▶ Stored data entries
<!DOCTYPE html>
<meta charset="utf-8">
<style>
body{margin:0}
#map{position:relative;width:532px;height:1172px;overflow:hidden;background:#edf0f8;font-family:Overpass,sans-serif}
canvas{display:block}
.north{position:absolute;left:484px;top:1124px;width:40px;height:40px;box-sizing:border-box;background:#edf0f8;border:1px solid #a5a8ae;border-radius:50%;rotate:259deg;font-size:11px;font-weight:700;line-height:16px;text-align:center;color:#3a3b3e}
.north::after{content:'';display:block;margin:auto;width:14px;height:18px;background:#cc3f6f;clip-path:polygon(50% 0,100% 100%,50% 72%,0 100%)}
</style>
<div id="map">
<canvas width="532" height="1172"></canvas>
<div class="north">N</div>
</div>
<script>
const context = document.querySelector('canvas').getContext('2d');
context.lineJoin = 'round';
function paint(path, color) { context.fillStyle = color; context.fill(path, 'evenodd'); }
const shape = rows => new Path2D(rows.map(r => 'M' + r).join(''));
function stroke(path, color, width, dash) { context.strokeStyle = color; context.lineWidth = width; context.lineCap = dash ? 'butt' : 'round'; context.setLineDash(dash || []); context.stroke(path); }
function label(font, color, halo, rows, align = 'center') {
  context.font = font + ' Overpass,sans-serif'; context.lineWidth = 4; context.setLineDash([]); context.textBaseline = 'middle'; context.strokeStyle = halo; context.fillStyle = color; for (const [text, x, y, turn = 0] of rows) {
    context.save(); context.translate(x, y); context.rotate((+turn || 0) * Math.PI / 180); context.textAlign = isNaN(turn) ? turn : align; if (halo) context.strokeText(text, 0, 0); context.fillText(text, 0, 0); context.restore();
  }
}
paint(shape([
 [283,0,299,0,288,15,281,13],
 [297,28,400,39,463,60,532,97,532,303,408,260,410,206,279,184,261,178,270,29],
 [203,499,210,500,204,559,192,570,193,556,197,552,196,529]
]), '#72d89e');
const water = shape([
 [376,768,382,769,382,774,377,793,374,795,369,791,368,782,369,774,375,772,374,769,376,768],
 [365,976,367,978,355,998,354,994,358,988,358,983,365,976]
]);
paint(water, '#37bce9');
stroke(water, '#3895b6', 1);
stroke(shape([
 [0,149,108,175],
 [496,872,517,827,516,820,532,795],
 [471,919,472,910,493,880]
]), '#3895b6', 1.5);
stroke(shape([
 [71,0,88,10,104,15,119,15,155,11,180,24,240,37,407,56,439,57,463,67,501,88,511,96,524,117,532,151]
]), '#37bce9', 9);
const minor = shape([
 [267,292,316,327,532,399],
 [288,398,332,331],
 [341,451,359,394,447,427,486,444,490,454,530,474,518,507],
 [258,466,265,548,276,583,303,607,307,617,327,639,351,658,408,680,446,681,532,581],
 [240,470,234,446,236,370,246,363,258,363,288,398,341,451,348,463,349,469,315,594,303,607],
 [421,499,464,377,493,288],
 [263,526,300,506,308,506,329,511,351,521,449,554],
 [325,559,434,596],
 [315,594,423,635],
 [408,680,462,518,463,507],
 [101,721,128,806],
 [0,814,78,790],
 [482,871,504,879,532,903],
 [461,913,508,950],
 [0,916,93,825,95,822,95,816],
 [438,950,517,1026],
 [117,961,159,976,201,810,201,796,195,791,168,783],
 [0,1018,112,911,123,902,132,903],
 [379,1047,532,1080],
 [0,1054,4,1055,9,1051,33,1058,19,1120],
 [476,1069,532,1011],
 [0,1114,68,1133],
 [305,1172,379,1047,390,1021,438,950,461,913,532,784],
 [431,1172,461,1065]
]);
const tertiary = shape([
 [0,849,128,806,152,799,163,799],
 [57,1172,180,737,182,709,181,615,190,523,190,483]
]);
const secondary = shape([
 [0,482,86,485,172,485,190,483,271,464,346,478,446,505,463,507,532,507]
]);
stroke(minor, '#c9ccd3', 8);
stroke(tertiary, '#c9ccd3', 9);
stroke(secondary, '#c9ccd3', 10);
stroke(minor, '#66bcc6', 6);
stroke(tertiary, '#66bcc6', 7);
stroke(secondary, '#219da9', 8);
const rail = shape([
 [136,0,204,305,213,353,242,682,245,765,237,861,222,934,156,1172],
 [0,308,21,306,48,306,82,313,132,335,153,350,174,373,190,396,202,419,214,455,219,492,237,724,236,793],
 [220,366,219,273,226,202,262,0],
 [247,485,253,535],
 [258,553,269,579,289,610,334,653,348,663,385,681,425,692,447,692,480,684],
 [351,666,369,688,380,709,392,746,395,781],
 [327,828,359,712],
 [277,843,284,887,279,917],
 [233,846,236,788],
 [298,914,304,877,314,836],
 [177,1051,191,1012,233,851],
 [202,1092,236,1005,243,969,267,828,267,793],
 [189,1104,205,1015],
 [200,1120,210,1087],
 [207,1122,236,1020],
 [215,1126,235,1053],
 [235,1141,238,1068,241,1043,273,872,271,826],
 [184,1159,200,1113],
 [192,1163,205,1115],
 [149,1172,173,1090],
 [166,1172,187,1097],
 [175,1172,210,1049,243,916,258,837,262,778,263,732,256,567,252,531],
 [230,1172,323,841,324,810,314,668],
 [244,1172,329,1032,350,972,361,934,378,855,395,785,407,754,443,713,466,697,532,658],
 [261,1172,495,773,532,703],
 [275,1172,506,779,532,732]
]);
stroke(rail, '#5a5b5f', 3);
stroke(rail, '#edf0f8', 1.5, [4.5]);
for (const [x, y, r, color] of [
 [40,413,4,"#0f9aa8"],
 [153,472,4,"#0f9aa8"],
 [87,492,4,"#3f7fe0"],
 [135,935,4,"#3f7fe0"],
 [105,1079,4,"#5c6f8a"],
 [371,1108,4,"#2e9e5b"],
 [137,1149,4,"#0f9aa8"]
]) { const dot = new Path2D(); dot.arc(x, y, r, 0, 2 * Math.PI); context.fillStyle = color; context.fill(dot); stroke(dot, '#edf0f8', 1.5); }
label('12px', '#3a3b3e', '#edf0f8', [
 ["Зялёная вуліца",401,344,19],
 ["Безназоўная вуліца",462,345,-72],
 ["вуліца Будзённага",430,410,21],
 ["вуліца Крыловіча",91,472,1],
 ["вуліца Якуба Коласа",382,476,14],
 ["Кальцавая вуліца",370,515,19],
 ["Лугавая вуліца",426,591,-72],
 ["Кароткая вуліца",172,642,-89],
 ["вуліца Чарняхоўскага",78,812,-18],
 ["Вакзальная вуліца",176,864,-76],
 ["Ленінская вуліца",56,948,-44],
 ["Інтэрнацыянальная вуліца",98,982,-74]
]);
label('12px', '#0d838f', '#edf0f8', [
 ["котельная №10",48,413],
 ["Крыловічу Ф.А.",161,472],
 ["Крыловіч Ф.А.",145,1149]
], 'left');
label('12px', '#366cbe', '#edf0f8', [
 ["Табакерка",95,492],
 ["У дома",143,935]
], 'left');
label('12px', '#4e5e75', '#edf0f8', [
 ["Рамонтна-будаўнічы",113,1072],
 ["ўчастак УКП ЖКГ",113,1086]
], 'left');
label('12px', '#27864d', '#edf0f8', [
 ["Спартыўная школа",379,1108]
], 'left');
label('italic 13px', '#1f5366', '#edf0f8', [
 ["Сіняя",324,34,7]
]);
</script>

▶ Problem to solve
Repeat the lines from the first one in the records through the line containing "[203,499,210,500,204,559,192,570,193,556,197,552,196,529]", exactly as written, and nothing else.

▶ Exercise response
<!DOCTYPE html>
<meta charset="utf-8">
<style>
body{margin:0}
#map{position:relative;width:532px;height:1172px;overflow:hidden;background:#edf0f8;font-family:Overpass,sans-serif}
canvas{display:block}
.north{position:absolute;left:484px;top:1124px;width:40px;height:40px;box-sizing:border-box;background:#edf0f8;border:1px solid #a5a8ae;border-radius:50%;rotate:259deg;font-size:11px;font-weight:700;line-height:16px;text-align:center;color:#3a3b3e}
.north::after{content:'';display:block;margin:auto;width:14px;height:18px;background:#cc3f6f;clip-path:polygon(50% 0,100% 100%,50% 72%,0 100%)}
</style>
<div id="map">
<canvas width="532" height="1172"></canvas>
<div class="north">N</div>
</div>
<script>
const context = document.querySelector('canvas').getContext('2d');
context.lineJoin = 'round';
function paint(path, color) { context.fillStyle = color; context.fill(path, 'evenodd'); }
const shape = rows => new Path2D(rows.map(r => 'M' + r).join(''));
function stroke(path, color, width, dash) { context.strokeStyle = color; context.lineWidth = width; context.lineCap = dash ? 'butt' : 'round'; context.setLineDash(dash || []); context.stroke(path); }
function label(font, color, halo, rows, align = 'center') {
  context.font = font + ' Overpass,sans-serif'; context.lineWidth = 4; context.setLineDash([]); context.textBaseline = 'middle'; context.strokeStyle = halo; context.fillStyle = color; for (const [text, x, y, turn = 0] of rows) {
    context.save(); context.translate(x, y); context.rotate((+turn || 0) * Math.PI / 180); context.textAlign = isNaN(turn) ? turn : align; if (halo) context.strokeText(text, 0, 0); context.fillText(text, 0, 0); context.restore();
  }
}
paint(shape([
 [283,0,299,0,288,15,281,13],
 [297,28,400,39,463,60,532,97,532,303,408,260,410,206,279,184,261,178,270,29],
 [203,499,210,500,204,559,192,570,193,556,197,552,196,529]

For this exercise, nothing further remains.